→ TASK GOAL
Below is a listing from which only part is wanted; return exactly the lines from the one with "M1603 412 1750 204 1899 0" up to and including the one with "<!-- minor -->".

(Beginning of RECORDS PROVIDED)

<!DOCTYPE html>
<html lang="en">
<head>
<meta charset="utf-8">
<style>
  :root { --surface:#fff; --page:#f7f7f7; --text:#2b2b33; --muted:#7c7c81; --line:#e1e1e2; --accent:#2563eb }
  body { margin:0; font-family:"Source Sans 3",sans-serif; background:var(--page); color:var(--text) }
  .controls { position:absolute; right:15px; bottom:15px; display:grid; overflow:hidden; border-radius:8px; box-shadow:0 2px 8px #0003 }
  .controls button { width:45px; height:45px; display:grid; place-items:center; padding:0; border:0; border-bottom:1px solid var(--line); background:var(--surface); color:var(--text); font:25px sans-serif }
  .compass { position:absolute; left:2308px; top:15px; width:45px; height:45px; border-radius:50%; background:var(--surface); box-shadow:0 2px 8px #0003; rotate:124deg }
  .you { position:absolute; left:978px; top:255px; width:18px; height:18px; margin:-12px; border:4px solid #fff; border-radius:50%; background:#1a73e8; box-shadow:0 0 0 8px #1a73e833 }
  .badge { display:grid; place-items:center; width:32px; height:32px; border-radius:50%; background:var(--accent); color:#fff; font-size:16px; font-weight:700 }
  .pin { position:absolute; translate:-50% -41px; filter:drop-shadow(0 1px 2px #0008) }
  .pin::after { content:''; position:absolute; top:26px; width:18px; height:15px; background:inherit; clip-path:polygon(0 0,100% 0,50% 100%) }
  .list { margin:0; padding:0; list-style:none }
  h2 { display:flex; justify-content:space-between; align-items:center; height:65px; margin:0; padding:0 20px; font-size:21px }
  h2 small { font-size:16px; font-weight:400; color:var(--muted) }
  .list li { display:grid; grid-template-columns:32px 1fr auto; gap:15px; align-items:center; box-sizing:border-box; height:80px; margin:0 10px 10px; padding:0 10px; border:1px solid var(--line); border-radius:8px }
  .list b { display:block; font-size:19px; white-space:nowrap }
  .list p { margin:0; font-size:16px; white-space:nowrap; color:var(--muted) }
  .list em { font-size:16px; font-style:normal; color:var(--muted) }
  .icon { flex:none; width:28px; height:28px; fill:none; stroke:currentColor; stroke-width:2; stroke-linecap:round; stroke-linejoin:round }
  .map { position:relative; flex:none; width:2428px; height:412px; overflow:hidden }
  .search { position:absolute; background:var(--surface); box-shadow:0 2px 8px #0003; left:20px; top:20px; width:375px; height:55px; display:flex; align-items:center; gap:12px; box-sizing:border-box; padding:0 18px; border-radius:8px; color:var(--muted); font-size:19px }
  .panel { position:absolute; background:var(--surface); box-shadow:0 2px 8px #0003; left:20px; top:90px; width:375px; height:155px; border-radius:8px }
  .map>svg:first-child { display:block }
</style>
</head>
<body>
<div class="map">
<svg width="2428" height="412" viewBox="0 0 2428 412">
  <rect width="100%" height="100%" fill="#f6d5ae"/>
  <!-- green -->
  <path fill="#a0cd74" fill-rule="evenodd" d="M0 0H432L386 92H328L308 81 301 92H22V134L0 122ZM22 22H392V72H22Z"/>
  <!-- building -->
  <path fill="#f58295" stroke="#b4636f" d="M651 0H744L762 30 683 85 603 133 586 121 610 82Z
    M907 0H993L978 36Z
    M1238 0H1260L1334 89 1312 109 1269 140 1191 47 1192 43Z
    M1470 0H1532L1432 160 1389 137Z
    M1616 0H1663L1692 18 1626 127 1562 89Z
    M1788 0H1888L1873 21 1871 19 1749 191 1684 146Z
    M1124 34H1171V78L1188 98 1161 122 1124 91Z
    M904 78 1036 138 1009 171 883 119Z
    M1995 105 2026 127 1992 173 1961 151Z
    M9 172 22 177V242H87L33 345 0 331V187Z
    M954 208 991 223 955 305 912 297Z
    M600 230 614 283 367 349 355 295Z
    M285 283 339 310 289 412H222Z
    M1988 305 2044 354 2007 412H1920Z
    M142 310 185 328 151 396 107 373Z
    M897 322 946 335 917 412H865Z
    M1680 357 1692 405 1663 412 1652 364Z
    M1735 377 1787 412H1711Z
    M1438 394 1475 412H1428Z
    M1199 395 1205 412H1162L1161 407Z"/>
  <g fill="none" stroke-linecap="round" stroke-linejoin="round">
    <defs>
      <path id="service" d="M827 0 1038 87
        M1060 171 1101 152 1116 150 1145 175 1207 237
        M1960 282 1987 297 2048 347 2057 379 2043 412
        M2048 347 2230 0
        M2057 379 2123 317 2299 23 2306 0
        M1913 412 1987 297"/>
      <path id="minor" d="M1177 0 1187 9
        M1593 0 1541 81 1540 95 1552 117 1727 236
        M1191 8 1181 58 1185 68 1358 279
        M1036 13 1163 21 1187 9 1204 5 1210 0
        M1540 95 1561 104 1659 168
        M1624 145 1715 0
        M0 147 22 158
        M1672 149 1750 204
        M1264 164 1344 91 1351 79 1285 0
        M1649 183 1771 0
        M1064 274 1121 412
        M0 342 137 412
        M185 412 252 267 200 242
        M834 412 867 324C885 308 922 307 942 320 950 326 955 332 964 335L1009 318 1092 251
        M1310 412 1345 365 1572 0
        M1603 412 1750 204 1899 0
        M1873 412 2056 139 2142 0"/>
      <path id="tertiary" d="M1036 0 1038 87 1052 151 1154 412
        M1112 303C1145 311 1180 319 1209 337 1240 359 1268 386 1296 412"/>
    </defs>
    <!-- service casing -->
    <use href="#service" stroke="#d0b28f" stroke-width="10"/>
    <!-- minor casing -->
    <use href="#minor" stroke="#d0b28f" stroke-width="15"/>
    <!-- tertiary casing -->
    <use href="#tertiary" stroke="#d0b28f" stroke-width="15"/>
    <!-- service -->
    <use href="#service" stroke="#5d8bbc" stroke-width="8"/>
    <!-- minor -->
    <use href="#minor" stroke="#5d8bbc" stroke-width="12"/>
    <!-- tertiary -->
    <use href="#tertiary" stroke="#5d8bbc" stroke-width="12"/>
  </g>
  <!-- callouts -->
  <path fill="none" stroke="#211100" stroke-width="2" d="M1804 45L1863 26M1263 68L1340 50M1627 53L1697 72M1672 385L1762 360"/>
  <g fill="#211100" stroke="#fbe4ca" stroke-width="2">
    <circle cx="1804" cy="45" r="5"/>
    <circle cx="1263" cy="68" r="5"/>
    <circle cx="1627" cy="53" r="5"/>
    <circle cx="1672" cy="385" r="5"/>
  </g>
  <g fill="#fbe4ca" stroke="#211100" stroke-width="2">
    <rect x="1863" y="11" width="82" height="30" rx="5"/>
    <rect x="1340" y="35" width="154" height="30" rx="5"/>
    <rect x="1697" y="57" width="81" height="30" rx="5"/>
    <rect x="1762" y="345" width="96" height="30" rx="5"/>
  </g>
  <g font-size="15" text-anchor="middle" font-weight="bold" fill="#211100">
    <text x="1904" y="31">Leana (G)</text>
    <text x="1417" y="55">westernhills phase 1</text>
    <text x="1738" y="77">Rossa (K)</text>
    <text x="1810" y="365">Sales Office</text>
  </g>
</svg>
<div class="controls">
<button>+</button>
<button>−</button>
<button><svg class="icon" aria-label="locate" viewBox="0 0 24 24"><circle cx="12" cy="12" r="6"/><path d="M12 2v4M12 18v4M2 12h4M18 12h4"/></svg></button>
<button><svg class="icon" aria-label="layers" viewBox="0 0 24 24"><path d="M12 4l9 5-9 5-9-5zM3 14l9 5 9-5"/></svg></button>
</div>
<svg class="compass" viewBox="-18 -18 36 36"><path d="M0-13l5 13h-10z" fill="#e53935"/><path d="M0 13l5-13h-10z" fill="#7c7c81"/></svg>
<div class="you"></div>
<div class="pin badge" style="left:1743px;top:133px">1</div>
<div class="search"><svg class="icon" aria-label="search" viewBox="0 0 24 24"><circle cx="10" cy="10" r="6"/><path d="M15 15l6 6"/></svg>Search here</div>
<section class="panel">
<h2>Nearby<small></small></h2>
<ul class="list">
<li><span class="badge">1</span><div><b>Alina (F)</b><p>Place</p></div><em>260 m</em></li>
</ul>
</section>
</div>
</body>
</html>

(End of RECORDS PROVIDED)

→ RESULT
        M1603 412 1750 204 1899 0
        M1873 412 2056 139 2142 0"/>
      <path id="tertiary" d="M1036 0 1038 87 1052 151 1154 412
        M1112 303C1145 311 1180 319 1209 337 1240 359 1268 386 1296 412"/>
    </defs>
    <!-- service casing -->
    <use href="#service" stroke="#d0b28f" stroke-width="10"/>
    <!-- minor casing -->
    <use href="#minor" stroke="#d0b28f" stroke-width="15"/>
    <!-- tertiary casing -->
    <use href="#tertiary" stroke="#d0b28f" stroke-width="15"/>
    <!-- service -->
    <use href="#service" stroke="#5d8bbc" stroke-width="8"/>
    <!-- minor -->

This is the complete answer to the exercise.